Transferring from Google Video to Blogger: Now, can I resolve the complications that I encountered yesterday when I tried to move the links from Google Video to this blog? I copied the text from the Google Video comment and pasted it directly into the "Compose" editor of Blogger. Then I switched immediately to the "Edit Html" tab and inspected the links. The first three links all contained only ampersands between the end of the docid number and before the #. The last url contained the & code instead. Since Google Video does not require/expect the ampersand, I removed all of them in the html editor.
This comment tests multiple links and embedded special characters:
2:03 ReadOnly vs. ReadWrite cultures
4:30 Sousa's concern for loss justified
5:10 Free labor movement
1:00 © War on RW- How to resist?
Analysis: Apparently, the Blogger editor was able to identify the need to url-encode the last of the four links but did not make the substitution for the other three cases. So when I saved the text in yesterday's experiment, the processor got to the ampersands and expected to find one of the standard codes for a special character. Since the Google Video time code is not a standard code, the processor truncated the url. So the url still links to the correct video but starts at the beginning rather than jumping to the desired location. Google Video tolerates the ampersand in the terminal url so it still worked.

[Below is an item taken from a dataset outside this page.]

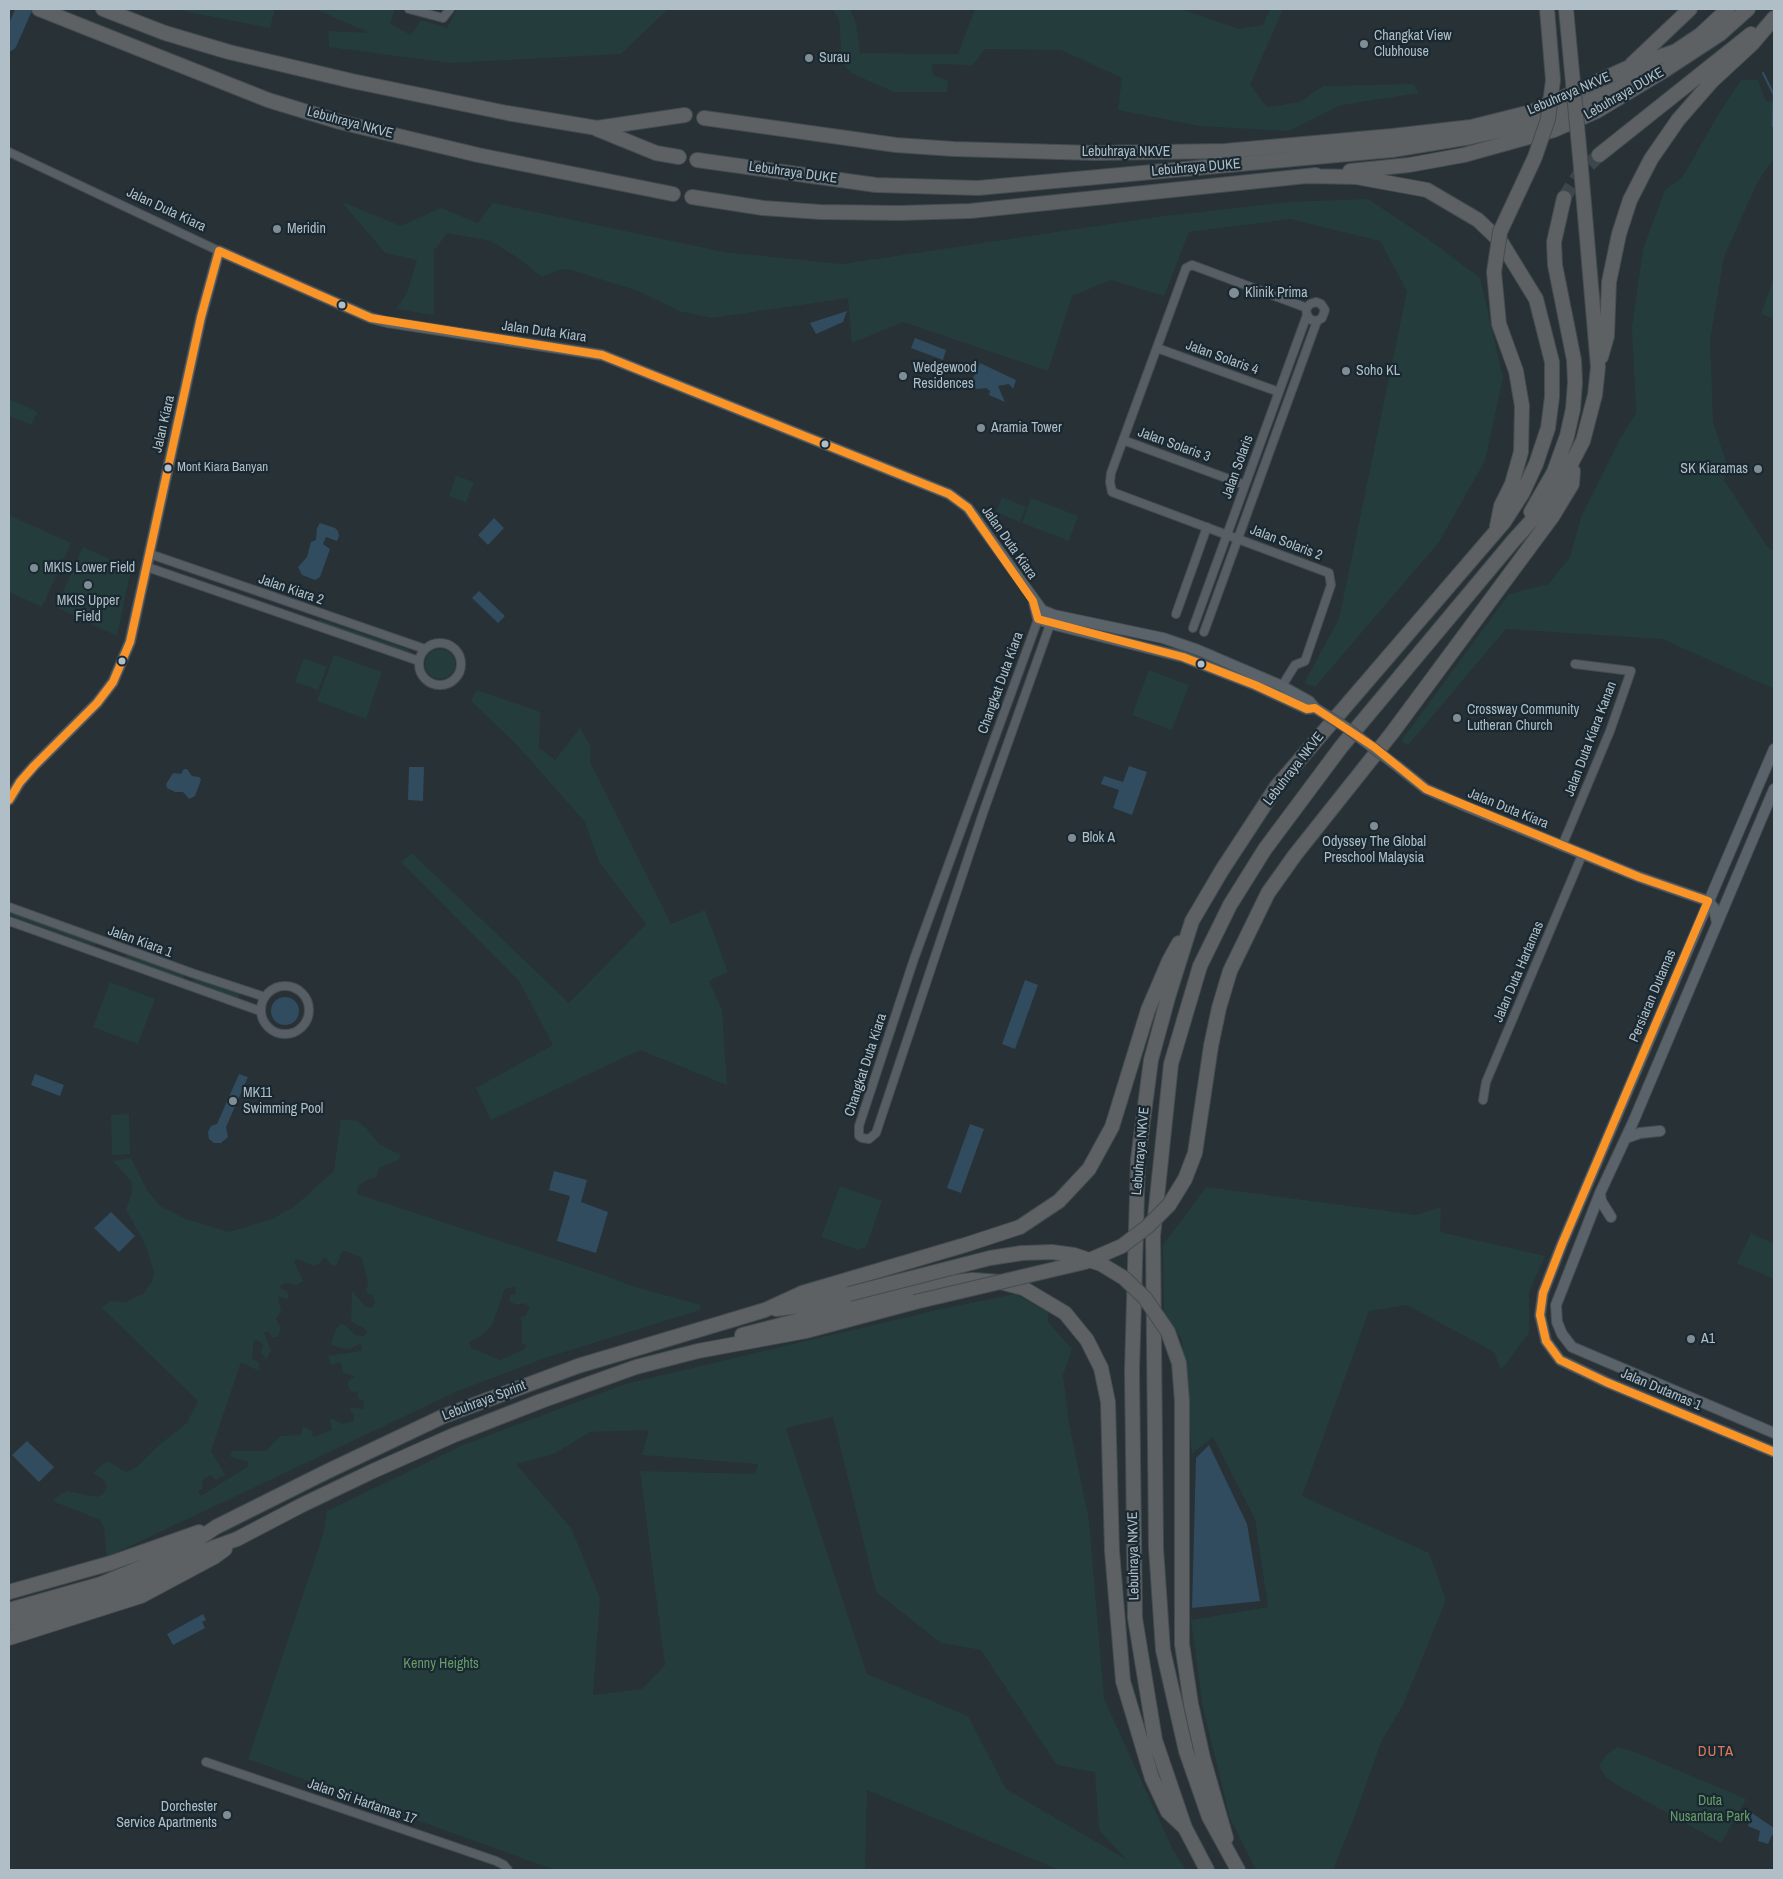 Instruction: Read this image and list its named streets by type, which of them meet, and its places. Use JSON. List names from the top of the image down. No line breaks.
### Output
{"streets":{"highway":["Lebuhraya NKVE","Lebuhraya DUKE","Lebuhraya Sprint"],"main road":["Jalan Duta Kiara","Jalan Kiara","Persiaran Dutamas","Jalan Dutamas 1"],"street":["Jalan Solaris 4","Jalan Solaris 3","Jalan Solaris","Jalan Solaris 2","Jalan Kiara 2","Changkat Duta Kiara","Jalan Duta Kiara Kanan","Jalan Kiara 1","Jalan Duta Hartamas","Jalan Sri Hartamas 17"]},"crossings":[["Lebuhraya NKVE","Lebuhraya DUKE"],["Jalan Duta Kiara","Jalan Kiara"],["Jalan Duta Kiara","Jalan Solaris 2"],["Jalan Duta Kiara","Changkat Duta Kiara"],["Jalan Duta Kiara","Jalan Duta Kiara Kanan"],["Jalan Duta Kiara","Jalan Duta Hartamas"],["Jalan Duta Kiara","Persiaran Dutamas"],["Jalan Solaris 4","Jalan Solaris"],["Jalan Kiara","Jalan Kiara 2"],["Jalan Solaris 3","Jalan Solaris"],["Jalan Solaris 3","Jalan Solaris 2"],["Jalan Solaris","Jalan Solaris 2"],["Persiaran Dutamas","Jalan Dutamas 1"]],"districts":["DUTA"],"parks":["Kenny Heights","Duta Nusantara Park"],"places":["Changkat View Clubhouse","Surau","Meridin","Klinik Prima","Soho KL","Wedgewood Residences","Aramia Tower","Mont Kiara Banyan","SK Kiaramas","MKIS Lower Field","MKIS Upper Field","Crossway Community Lutheran Church","Odyssey The Global Preschool Malaysia","Blok A","MK11 Swimming Pool","A1","Dorchester Service Apartments"]}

Note that it retained the copyright symbol even in the "Edit Html" view.

Friday, February 23, 2007

Transferring time coded links from Google Video

Yesterday, I tried to transfer my comments from the space at Google Videos to this blog. I ran into several problems. I am trying it again with greater awareness of the challenges.

SCSpaeth
22 hours ago Mark as Spam
In this celebration of accomplishments of Read/Write culture, Lessig advocates for a new literacy:
18:30 New Literacy.
23:45 Recommends 2 action steps for individuals.

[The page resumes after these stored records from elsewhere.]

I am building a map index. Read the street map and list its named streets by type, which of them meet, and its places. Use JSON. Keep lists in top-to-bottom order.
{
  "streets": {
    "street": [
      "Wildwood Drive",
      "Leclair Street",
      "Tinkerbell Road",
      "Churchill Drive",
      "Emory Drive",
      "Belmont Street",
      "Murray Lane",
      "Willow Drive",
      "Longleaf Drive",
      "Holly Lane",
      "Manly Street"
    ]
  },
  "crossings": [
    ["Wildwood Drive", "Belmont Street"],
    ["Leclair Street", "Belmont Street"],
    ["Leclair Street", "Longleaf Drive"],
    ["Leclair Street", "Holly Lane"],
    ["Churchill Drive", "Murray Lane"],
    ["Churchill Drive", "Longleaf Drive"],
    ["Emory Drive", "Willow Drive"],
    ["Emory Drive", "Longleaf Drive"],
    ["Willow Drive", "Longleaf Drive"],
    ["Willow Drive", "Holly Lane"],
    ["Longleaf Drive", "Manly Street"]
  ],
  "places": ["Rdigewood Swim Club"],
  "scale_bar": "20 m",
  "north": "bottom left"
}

I typed the text above, copied only my comment from the page at Google Video, and then pasted the text here. Note that the font size of my additional text was changed by following the insertion. I will not preview to see whether that might help. I saved as a draft and have now reopened the post and will publish.

Thursday, February 22, 2007

Testing time-selected clips at Google video

Claude Almansi and I have been discussing approaches to collaboratively add value to web-based resources. In order to more fully appreciate Claude's perspectives, I looked beyond our direct exchanges. I found this page in Italian: Captioning. Since I don't read Italian, I got Google to help me translate Claude's page (translated by Google). While the machine translation left much to be desired, it helped me to understand Claude's perspective better. In the post, Claude encouraged readers to look at video of Lawrence Lessig's presentation at Wikimania 2006. So, I took Claude's suggestion and watched it.


While watching the video at Google video, I saw that Google had introduced the capacity to queue up the clip to a specific time and speed up the access. Since this greater degree of control addresses one of the issues that Euan Semple raised in his analysis More is less, I decided to test it. The Google video site makes it very easy to add a comment to the video which links directly one or more starting spots in the clip. Unfortunately, the commenting function in Google exhibits some of the limitations that Claude and I had discussed. You will be able to see my comment on the Google site but let's first show that the system can jump to a point other than the start.



After 18 minutes and 20 seconds, Lessig promotes the concept of a new literacy: New Video Literacy.

Then after a few more minutes, Lessig recommends action steps for individuals: Action steps.

I tried to modify the embedding code that Google video supplies to make this embedded player start at some point other than the start. Thus far, I have not gotten it to work.
--

--

When I tried to incorporate these links to selected parts of the video clip, the Blogger editor interface kept messing with my writing. I lost parts of what I wrote a couple of times before realizing that the editor was balking at ampersands (&) in the urls. So, I substituted the code & in the urls and then it accepted the texts. I wonder whether the problem comes from previewing before saving.